• _Work to be completed_
Pick each line containing "linecap" out of the records.
====== Given records
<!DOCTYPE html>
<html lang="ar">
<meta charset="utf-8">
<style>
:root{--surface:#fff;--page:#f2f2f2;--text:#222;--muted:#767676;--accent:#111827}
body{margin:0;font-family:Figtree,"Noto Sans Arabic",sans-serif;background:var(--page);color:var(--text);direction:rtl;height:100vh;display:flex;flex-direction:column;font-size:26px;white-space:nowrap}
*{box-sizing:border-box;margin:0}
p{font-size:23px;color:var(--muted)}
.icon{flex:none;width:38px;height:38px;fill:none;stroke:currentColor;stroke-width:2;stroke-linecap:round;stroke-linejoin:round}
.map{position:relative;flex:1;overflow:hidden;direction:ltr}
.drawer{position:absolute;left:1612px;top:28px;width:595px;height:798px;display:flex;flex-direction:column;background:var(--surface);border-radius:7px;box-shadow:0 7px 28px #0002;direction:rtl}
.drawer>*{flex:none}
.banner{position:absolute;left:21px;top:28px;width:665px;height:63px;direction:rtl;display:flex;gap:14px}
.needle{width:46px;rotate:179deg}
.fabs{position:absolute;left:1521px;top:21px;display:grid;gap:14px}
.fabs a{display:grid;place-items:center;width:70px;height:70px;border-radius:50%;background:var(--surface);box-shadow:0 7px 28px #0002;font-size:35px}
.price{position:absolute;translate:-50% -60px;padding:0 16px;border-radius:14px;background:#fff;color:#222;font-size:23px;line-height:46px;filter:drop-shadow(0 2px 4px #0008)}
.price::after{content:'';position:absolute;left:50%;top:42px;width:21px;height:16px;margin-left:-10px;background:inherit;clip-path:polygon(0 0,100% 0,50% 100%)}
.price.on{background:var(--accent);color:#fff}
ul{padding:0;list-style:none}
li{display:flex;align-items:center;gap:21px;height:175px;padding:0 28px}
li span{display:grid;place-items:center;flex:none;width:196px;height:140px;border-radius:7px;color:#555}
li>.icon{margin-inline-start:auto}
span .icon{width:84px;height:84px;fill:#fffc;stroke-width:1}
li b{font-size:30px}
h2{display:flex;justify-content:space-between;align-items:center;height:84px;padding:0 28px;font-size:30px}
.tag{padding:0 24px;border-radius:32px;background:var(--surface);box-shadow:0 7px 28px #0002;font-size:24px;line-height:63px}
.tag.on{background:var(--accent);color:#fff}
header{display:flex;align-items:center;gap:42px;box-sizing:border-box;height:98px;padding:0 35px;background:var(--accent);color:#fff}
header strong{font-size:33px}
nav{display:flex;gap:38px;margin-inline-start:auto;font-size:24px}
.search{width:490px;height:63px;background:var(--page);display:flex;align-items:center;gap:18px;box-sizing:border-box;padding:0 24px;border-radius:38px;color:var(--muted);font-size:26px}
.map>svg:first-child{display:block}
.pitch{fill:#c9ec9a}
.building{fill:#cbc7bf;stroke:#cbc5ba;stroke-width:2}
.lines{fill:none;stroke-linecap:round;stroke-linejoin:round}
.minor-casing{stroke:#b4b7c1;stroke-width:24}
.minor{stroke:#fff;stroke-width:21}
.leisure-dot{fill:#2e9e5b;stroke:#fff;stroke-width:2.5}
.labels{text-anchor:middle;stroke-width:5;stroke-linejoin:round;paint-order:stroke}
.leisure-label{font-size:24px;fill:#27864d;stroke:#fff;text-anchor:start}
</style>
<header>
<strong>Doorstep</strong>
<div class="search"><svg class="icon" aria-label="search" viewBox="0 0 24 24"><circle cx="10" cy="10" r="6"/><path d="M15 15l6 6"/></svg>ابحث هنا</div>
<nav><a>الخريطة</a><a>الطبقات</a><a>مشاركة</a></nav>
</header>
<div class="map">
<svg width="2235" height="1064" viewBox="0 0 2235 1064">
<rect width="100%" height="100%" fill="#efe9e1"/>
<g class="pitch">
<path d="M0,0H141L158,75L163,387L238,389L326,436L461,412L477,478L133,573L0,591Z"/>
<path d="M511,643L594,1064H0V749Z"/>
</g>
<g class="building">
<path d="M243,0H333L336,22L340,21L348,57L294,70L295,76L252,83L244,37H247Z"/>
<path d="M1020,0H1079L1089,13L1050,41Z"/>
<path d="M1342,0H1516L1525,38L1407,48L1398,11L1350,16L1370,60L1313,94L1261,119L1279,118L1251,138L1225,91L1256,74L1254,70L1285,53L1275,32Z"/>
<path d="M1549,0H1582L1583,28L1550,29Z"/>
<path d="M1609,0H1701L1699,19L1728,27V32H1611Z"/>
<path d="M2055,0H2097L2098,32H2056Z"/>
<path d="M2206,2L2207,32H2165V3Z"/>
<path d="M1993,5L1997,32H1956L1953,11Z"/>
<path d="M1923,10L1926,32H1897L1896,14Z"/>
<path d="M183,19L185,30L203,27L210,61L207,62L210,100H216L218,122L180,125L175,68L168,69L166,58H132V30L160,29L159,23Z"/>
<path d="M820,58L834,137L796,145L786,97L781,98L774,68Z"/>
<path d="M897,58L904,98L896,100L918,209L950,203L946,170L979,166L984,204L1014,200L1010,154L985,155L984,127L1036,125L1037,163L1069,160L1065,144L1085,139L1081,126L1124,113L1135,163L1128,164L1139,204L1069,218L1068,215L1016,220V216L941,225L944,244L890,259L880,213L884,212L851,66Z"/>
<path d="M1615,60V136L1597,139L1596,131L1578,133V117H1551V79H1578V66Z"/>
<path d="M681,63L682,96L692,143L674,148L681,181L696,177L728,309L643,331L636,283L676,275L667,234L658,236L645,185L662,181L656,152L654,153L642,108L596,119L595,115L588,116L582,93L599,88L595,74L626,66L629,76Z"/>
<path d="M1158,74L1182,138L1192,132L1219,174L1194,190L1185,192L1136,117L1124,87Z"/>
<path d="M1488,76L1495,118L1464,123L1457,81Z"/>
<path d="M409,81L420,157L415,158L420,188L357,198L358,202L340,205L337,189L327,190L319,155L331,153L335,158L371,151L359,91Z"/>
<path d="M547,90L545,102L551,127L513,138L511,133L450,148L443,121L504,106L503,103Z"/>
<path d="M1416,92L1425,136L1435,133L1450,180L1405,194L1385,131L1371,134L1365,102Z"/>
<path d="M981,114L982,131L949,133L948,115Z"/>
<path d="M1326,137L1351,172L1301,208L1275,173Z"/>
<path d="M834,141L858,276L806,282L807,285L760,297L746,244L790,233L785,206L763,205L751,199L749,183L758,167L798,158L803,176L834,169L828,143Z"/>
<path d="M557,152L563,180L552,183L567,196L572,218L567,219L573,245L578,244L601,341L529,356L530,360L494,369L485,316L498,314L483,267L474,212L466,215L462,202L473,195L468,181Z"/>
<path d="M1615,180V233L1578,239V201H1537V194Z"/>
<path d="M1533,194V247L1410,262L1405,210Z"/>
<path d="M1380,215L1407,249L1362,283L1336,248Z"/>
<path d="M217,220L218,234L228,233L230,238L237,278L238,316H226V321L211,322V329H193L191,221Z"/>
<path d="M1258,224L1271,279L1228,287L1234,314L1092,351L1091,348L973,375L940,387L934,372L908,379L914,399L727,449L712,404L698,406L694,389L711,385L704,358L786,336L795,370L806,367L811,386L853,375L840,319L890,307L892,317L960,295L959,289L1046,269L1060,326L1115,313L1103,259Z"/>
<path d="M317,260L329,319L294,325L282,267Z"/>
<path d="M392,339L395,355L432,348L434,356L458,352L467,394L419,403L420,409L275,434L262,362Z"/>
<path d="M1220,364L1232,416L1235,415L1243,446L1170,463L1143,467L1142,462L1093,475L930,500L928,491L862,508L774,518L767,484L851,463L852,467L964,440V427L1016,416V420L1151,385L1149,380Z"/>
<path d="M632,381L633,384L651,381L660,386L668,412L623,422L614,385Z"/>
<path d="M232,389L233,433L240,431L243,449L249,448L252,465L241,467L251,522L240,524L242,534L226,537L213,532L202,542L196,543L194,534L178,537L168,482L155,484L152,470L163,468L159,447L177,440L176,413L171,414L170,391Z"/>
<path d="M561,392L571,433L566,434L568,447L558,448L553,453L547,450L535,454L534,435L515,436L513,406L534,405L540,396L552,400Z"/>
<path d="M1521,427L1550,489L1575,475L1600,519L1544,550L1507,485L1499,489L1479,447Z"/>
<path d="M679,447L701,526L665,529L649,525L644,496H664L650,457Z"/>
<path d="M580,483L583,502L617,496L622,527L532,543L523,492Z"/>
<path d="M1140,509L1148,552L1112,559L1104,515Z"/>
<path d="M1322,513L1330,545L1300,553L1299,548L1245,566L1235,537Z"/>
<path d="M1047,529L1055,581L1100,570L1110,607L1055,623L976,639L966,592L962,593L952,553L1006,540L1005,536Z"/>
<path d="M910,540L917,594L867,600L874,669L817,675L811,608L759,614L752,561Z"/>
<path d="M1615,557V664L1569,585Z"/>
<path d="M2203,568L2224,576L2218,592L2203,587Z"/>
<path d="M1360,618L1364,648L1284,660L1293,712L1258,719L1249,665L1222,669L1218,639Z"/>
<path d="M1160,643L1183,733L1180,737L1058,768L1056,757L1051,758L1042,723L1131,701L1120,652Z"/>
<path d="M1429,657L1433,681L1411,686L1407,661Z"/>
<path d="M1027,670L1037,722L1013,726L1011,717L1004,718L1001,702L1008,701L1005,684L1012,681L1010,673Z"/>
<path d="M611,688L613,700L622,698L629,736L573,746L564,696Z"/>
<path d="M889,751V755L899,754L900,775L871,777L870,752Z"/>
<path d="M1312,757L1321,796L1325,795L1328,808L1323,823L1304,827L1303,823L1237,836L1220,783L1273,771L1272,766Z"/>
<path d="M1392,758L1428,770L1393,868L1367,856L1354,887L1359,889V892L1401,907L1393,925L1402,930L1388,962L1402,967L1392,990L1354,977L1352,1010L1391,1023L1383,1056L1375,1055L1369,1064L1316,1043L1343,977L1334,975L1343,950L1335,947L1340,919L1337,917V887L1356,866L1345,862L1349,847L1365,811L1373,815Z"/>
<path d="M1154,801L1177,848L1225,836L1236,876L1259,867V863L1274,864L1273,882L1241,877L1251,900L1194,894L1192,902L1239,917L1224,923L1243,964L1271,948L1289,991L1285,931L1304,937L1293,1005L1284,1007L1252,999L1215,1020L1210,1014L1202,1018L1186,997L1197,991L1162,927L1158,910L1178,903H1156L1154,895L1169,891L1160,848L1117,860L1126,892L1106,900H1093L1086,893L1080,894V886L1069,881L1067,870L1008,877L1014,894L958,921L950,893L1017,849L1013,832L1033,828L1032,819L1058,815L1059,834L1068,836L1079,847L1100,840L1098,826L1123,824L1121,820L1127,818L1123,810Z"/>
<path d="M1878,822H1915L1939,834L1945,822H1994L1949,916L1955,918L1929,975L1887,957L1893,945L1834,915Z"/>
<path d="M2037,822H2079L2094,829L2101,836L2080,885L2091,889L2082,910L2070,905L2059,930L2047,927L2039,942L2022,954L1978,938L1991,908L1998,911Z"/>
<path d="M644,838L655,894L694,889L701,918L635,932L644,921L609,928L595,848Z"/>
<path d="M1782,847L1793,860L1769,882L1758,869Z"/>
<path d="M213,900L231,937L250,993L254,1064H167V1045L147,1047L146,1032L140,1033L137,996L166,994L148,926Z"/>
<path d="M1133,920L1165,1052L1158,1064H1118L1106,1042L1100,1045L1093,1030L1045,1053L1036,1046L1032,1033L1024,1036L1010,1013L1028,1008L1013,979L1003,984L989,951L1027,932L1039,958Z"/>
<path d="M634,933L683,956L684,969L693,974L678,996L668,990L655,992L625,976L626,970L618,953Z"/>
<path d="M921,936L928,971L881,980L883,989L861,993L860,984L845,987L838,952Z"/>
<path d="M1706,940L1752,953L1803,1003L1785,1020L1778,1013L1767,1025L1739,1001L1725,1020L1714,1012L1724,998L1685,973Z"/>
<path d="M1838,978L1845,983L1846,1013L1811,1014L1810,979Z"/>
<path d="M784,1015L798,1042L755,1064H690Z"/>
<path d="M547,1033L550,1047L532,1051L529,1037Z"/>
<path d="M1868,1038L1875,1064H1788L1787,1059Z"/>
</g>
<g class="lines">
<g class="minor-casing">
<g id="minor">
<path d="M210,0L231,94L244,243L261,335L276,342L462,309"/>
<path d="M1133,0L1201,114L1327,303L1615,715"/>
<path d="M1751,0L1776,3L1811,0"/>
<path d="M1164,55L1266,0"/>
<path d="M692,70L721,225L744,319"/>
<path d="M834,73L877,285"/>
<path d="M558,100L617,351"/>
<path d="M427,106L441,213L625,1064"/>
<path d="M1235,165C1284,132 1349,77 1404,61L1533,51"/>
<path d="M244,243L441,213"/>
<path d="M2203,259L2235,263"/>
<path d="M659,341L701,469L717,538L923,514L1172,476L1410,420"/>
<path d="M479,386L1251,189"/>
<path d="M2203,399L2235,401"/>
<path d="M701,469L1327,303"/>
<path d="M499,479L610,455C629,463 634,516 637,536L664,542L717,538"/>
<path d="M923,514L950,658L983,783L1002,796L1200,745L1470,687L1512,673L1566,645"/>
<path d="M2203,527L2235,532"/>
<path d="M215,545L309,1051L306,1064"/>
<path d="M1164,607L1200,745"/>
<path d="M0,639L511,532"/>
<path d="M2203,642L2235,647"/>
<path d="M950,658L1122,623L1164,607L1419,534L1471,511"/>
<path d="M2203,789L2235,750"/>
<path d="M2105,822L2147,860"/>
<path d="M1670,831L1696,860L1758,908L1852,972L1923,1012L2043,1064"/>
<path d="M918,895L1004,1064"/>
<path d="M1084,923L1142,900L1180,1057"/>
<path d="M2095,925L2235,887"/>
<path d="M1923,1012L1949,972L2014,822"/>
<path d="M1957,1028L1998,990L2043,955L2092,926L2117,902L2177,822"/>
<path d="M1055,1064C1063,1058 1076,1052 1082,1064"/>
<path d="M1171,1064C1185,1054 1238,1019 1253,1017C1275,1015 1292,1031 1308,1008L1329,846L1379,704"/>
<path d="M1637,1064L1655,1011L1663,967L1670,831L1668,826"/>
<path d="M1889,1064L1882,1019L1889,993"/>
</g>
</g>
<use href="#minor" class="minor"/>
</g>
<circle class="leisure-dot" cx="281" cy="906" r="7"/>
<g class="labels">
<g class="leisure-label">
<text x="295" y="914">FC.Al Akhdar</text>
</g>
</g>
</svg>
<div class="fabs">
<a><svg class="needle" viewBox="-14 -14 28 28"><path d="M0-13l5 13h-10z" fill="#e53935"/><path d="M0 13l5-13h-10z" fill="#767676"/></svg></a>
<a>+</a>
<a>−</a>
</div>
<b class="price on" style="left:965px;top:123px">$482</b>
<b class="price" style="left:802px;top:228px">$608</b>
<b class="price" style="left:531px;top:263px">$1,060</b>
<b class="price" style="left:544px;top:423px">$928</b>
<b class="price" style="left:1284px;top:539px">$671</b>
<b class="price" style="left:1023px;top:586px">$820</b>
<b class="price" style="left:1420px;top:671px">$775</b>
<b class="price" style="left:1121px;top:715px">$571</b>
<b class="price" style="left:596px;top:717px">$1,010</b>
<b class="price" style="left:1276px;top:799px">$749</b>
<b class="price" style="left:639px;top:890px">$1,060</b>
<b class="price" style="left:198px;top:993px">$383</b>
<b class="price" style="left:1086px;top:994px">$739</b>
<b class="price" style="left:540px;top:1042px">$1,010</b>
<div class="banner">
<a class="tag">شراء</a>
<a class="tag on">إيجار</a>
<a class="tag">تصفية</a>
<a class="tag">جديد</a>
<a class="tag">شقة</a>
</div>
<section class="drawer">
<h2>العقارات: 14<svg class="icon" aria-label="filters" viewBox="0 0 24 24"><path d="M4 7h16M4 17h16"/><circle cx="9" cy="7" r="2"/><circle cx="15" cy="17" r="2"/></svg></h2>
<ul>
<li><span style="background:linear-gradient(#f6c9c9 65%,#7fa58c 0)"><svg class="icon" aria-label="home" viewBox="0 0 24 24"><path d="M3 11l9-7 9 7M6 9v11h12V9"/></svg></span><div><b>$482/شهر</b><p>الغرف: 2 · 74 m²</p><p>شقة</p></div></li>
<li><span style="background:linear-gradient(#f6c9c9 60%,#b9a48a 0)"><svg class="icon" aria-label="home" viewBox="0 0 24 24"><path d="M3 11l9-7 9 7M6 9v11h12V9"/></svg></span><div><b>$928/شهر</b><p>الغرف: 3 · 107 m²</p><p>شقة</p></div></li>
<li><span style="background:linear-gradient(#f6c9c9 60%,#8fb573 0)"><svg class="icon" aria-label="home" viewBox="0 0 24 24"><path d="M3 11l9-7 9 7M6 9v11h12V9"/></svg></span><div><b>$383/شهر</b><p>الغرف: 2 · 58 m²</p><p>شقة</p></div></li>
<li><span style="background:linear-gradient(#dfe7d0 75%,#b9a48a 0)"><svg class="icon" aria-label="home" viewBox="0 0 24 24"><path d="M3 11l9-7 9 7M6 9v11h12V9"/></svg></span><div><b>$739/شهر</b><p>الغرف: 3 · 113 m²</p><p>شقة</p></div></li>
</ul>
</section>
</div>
============
• _Solution for this task_
.icon{flex:none;width:38px;height:38px;fill:none;stroke:currentColor;stroke-width:2;stroke-linecap:round;stroke-linejoin:round}
.lines{fill:none;stroke-linecap:round;stroke-linejoin:round}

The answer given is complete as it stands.